The patent specifications discuss the immunosuppressive and antirestenotic properties of sirolimus, and disclose "in vitro test data indicating that sirolimus inhibits rat smooth muscle cell proliferation," and "in vivo test data indicating that intraperitoneal injection of sirolimus in rats reduced the thickening of the arterial wall following vascular injury."

The District Court Proceedings

As summarized by the Federal Circuit, "[t]he defendants market stent products that elute everolimus and zotarolimus, two drugs that have the same macrocyclic ring as sirolimus but different substituents at the C–42 position."

Wyeth urged a claim construction of "rapamycin" as "a compound containing a macrocyclic triene ring structure produced by Streptomyces hygroscopicus, having immunosuppressive and anti-restenotic effects."

The district court adopted Wyeth's construction, but held that the claims were not adequately described or enabled by the patent specifications. In so doing, the court noted that "the only species disclosed is sirolimus," that the chemical arts are unpredictable, that the invention is complex, and that there was limited knowledge of the treatment of restenosis using sirolimus at the time of the invention.

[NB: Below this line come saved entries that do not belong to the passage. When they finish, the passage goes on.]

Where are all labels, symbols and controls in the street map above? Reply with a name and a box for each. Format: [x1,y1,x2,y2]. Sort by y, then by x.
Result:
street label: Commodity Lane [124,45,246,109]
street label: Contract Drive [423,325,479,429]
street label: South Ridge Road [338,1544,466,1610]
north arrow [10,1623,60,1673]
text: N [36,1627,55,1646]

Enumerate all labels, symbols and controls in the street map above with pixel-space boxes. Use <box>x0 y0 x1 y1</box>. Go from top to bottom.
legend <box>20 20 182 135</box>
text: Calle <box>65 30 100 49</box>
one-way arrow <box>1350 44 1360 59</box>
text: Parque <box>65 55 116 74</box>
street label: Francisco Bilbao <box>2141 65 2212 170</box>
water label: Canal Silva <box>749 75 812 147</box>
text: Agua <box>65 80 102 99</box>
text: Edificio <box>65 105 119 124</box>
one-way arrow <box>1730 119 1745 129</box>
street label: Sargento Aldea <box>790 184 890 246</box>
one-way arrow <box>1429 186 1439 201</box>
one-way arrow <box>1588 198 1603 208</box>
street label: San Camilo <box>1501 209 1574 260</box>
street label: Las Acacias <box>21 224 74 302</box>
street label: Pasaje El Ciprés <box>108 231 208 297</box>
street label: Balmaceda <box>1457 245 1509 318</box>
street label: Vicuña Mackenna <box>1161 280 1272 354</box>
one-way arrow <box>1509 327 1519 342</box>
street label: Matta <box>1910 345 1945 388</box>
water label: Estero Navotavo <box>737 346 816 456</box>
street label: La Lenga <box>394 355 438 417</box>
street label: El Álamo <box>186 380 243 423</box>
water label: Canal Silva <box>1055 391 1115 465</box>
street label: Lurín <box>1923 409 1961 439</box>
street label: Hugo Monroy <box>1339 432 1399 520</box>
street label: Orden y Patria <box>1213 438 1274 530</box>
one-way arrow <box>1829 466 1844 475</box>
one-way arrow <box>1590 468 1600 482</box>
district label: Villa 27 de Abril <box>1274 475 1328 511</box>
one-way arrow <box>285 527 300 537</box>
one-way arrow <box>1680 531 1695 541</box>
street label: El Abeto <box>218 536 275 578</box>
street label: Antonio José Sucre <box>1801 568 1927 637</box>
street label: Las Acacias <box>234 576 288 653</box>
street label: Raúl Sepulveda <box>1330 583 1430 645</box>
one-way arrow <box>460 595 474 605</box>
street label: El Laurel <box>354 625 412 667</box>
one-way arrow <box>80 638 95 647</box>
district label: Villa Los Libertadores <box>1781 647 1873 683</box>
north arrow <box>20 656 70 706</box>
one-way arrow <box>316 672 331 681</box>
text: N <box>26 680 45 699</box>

The Federal Circuit Decision

The Federal Circuit addressed only the enablement issue. It's analysis begins with this succinct statement of the law:

A patent's specification must describe the invention and "the manner and process of making and using it, in such full, clear, concise, and exact terms as to enable any person skilled in the art to which it pertains . . . to make and use the same." 35 U.S.C. § 112(a) (2012). Claims are not enabled when, at the effective filing date of the patent, one of ordinary skill in the art could not practice their full scope without undue experimentation. .... Enablement is a question of law based on underlying facts.

The Federal Circuit agreed with the district court's finding that "practicing the full scope of the claims, measured at the time of filing, would require excessive experimentation" for two main reasons: (1) the scope of the claims in contrast with the guidance provided in the specification and (2) the burden of having to screen potential candidates for the required activity.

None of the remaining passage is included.